Saved entries
-- Opening Marker --
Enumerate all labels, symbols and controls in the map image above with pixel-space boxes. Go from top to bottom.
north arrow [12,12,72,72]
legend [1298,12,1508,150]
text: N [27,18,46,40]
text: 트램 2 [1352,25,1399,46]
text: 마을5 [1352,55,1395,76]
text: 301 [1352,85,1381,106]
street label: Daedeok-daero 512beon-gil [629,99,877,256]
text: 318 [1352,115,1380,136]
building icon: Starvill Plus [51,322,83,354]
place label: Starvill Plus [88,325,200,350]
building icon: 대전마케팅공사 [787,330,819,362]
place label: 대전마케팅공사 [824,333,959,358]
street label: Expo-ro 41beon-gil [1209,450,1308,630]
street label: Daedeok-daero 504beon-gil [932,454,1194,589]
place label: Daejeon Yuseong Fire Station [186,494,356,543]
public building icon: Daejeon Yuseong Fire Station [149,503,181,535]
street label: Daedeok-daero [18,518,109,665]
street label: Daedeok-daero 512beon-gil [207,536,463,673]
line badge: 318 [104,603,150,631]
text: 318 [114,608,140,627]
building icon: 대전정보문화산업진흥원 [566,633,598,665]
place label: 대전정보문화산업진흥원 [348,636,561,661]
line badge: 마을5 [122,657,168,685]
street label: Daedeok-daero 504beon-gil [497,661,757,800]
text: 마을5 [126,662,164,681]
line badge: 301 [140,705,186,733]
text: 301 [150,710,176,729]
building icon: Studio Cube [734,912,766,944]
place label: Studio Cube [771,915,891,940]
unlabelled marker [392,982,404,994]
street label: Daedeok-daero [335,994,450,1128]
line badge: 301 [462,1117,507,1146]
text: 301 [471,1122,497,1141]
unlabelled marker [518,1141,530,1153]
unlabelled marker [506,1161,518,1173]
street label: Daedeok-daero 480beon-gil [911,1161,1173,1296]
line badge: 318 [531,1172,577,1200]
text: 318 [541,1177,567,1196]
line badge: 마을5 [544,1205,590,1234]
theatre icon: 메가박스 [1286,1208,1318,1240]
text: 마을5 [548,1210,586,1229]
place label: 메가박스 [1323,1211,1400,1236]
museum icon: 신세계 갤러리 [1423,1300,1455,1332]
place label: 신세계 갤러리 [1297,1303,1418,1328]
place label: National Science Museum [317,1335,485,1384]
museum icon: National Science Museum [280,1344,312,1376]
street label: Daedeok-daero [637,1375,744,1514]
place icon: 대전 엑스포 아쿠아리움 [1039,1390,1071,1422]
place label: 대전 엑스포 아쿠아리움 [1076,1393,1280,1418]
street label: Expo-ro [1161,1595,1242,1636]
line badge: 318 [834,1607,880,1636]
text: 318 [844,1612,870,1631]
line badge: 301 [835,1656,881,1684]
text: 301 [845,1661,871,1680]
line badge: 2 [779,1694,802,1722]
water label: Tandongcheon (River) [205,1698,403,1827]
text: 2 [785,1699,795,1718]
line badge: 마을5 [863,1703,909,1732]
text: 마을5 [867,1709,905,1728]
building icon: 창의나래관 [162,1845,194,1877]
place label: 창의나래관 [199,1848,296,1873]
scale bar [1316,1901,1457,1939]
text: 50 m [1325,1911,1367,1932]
-- Closing Marker --
What needs to be done.
Each line that holds the word "street" should be extracted from the records.

Exercise response.
street label: Daedeok-daero 512beon-gil [629,99,877,256]
street label: Expo-ro 41beon-gil [1209,450,1308,630]
street label: Daedeok-daero 504beon-gil [932,454,1194,589]
street label: Daedeok-daero [18,518,109,665]
street label: Daedeok-daero 512beon-gil [207,536,463,673]
street label: Daedeok-daero 504beon-gil [497,661,757,800]
street label: Daedeok-daero [335,994,450,1128]
street label: Daedeok-daero 480beon-gil [911,1161,1173,1296]
street label: Daedeok-daero [637,1375,744,1514]
street label: Expo-ro [1161,1595,1242,1636]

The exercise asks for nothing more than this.